**** Supplied records

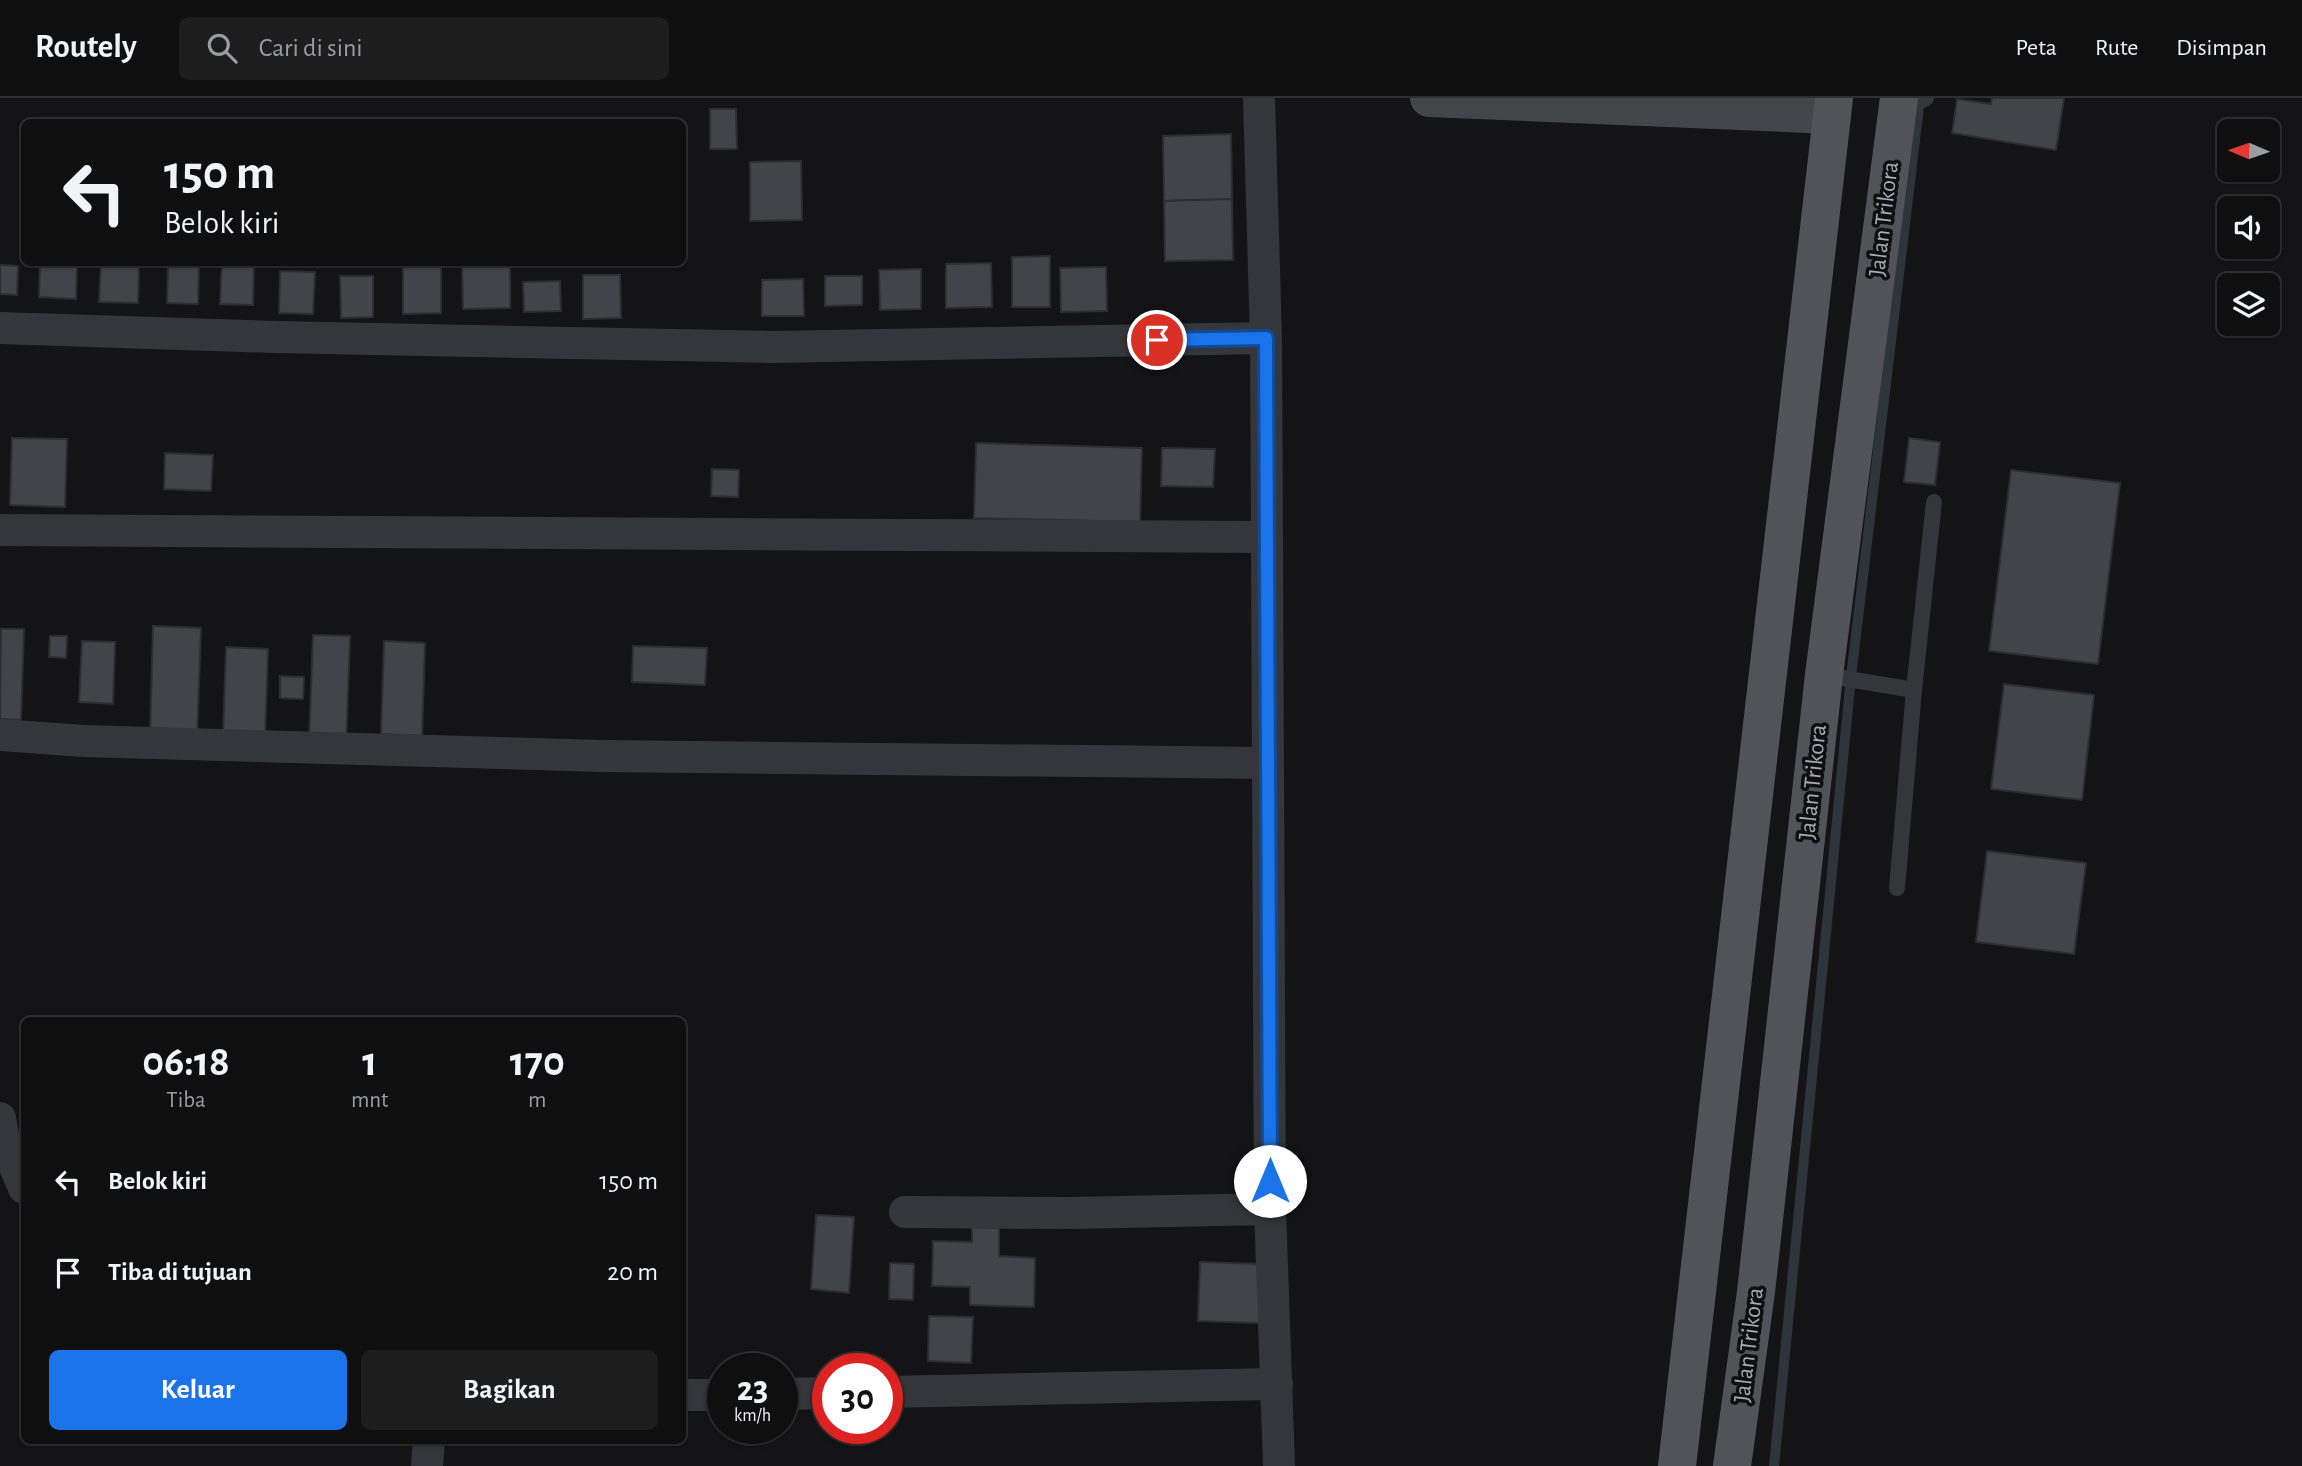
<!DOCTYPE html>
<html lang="id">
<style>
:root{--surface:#0f0f10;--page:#1d1d1e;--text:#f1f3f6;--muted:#9b9c9f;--line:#2f2f30;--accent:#1a73e8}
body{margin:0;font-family:"Alegreya Sans",sans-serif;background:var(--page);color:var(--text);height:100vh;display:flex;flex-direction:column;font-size:26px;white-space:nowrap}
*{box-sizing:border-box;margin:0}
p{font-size:23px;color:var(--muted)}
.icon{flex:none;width:38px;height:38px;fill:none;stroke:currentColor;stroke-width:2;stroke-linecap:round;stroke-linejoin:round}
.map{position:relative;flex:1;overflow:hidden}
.panel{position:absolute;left:21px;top:919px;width:665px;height:427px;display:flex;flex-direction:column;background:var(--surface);border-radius:10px;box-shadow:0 2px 5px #0004,0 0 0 2px var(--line)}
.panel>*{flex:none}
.top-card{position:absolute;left:21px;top:21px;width:665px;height:147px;border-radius:10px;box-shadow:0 2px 5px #0004,0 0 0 2px var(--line);background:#0f0f10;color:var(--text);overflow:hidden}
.needle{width:46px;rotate:272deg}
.tools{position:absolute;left:2217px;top:21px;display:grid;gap:14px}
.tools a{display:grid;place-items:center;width:63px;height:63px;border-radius:10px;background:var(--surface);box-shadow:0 2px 5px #0004,0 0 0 2px var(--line);font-size:35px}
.speed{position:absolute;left:707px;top:1255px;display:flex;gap:14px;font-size:35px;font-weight:700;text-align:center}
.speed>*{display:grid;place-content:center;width:91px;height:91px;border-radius:50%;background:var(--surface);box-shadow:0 2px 5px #0004,0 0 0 2px var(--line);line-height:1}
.speed small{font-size:18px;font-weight:400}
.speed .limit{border:10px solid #d22;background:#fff;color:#111}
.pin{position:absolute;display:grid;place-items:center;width:60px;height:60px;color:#fff;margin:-30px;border:4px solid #fff;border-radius:50%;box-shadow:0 2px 7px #0007}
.me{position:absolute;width:77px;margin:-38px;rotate:0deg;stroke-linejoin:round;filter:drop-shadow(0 0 5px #0008)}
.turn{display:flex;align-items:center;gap:24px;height:147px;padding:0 28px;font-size:32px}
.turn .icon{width:91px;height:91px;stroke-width:2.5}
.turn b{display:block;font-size:49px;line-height:60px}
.eta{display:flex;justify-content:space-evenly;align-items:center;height:119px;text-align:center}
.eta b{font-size:42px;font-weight:600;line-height:49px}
.cta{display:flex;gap:14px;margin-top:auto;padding:14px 28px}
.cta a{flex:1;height:80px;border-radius:10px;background:var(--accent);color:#fff;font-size:28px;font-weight:600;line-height:80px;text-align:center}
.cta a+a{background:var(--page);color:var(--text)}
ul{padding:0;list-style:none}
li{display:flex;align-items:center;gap:21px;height:91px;padding:0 28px}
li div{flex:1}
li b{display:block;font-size:26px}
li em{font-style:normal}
header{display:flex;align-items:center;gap:42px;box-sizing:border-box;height:98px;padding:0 35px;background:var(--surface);border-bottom:2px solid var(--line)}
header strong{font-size:33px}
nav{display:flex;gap:38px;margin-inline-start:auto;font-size:24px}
.search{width:490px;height:63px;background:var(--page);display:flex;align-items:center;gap:18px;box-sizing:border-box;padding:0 24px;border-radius:10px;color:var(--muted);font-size:26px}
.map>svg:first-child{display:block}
</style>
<header>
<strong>Routely</strong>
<div class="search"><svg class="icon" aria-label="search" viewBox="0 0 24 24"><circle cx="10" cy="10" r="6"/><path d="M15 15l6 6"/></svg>Cari di sini</div>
<nav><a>Peta</a><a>Rute</a><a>Disimpan</a></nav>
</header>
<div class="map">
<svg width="2302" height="1368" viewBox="0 0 2302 1368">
<rect width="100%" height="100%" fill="#141416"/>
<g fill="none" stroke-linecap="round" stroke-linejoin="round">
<!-- stream -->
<path stroke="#2d353b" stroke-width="10" d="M1774 1368 1851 579 1920 0"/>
</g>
<!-- building -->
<g fill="#434449" stroke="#2e2e32" stroke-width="2">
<path d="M1992 0H2064L2056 52 1952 35 1957 1 1991 6Z"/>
<path d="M710 11H736L737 51H710Z"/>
<path d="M1231 36 1232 101 1164 103 1163 38Z"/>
<path d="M801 63 802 122 750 123V64Z"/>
<path d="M1232 101 1233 162 1165 163 1164 103Z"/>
<path d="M1050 158V209H1012V159Z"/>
<path d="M40 164 77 166 76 201 39 199Z"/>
<path d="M101 164 139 165 138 205 99 204Z"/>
<path d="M222 164H254L253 207 220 206Z"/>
<path d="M403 164H441V215L403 216Z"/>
<path d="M462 164H510V210L463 211Z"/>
<path d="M991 165 992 209 946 210V166Z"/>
<path d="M0 167 18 168 17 197 0 196Z"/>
<path d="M168 168 199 169 198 206 167 205Z"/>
<path d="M1106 169 1107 213 1061 214 1060 170Z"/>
<path d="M921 171V211L880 212 879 172Z"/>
<path d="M280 173 315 174 313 216 279 215Z"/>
<path d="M583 177H620L621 220 583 221Z"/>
<path d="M340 178H373V219L341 220Z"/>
<path d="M825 178H862V207L825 208Z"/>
<path d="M803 181 804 218H762V182Z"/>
<path d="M560 183 561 213 524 214 523 184Z"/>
<path d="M12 340 67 341 65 409 10 407Z"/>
<path d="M1909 340 1940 344 1935 387 1904 384Z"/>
<path d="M976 345 1142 350 1140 424 974 420Z"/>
<path d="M1162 350 1215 351 1213 389 1161 388Z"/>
<path d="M165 355 213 357 211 393 164 391Z"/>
<path d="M712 371 739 372 738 399 711 398Z"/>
<path d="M2011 372 2120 385 2098 566 1989 553Z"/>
<path d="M153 528 201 530 197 639 150 638Z"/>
<path d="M1 531H24L21 622 0 621Z"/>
<path d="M313 537 350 538 346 646 309 645Z"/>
<path d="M50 538H67L66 560 49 559Z"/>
<path d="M82 543 115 544 113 606 79 604Z"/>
<path d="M384 543 425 545 422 638 381 636Z"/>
<path d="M633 548 707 550 705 587 632 584Z"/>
<path d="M226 549 268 551 265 639 223 638Z"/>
<path d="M280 578 304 579 303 601 280 600Z"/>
<path d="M2004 586 2094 597 2082 702 1991 691Z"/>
<path d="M1987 753 2086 765 2074 856 1976 844Z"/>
<path d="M816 1117 854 1119 849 1195 811 1191Z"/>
<path d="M972 1129 999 1130V1158L1035 1160 1034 1209 970 1207V1189L932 1188 933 1143 972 1144Z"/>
<path d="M1200 1164 1261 1166 1259 1225 1198 1223Z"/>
<path d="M890 1165 914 1166 913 1202 889 1201Z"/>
<path d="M929 1218 973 1219 971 1265 928 1263Z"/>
</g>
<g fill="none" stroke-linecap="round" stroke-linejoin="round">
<!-- service -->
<g stroke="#35363b" stroke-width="16">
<path d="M1899 15 1926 0"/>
<path d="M1824 577 1914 592"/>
<path d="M1897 790 1914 592 1934 404"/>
</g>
<!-- minor -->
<g stroke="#35363b" stroke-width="32">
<path d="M1259 0 1266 240 1270 1111 1279 1368"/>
<path d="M0 230 275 239 774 249 1266 240"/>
<path d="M0 432 1267 439"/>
<path d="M0 637 84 643 601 658 1267 665"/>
<path d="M0 1020 4 1043 24 1090"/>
<path d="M905 1114 1069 1115 1270 1111"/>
<path d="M887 1294 1277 1286"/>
<path d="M782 1296 828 1295"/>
<path d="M682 1297H723"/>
<path d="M427 1368 429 1342"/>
</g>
<!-- secondary -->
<path stroke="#43454b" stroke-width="38" d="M1429 0 1832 17"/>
<!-- primary -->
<g stroke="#515359" stroke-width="38">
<path d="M1677 1368 1834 0"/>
<path d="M1732 1368 1756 1194 1824 577 1899 0"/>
</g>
</g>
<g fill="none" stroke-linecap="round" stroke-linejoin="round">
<defs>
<path id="route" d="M1157 242 1266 240 1270 1083"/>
</defs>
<!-- route casing -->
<use href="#route" stroke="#114b97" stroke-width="18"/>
<!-- route -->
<use href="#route" stroke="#1a73e8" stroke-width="12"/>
</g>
<g text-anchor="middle" stroke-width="7" stroke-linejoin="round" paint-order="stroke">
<!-- street labels -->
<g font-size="24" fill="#a6acb6" stroke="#0f0f11">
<text transform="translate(1883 121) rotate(-83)" y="8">Jalan Trikora</text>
<text transform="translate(1812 684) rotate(-84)" y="8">Jalan Trikora</text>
<text transform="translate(1748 1247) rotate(-83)" y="8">Jalan Trikora</text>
</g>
</g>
</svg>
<div class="tools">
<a><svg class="needle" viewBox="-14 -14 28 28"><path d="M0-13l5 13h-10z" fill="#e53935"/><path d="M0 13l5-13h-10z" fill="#9b9c9f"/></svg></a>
<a><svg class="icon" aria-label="sound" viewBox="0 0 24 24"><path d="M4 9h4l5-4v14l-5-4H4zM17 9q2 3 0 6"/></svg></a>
<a><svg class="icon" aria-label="layers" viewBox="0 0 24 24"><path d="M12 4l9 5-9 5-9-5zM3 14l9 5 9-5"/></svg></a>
</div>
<div class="speed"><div>23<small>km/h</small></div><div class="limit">30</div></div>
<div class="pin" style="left:1157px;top:242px;background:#d93025"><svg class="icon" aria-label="arrive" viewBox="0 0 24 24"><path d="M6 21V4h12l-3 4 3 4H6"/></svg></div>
<svg class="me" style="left:1270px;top:1083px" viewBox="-20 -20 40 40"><circle r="19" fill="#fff"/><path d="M0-13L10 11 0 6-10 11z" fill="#1a73e8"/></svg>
<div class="top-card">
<div class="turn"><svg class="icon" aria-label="left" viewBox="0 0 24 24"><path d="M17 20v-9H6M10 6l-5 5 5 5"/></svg><div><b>150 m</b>Belok kiri</div></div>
</div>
<section class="panel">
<div class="eta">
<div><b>06:18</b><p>Tiba</p></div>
<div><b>1</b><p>mnt</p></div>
<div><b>170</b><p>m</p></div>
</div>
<ul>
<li><svg class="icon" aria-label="left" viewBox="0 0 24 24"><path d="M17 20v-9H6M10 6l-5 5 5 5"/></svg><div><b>Belok kiri</b></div><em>150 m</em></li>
<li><svg class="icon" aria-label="arrive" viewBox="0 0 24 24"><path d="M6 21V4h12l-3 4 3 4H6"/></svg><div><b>Tiba di tujuan</b></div><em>20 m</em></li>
</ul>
<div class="cta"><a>Keluar</a><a>Bagikan</a></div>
</section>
</div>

********

Provide solely the number of lines in the data that include the word "limit".

Written answer:
2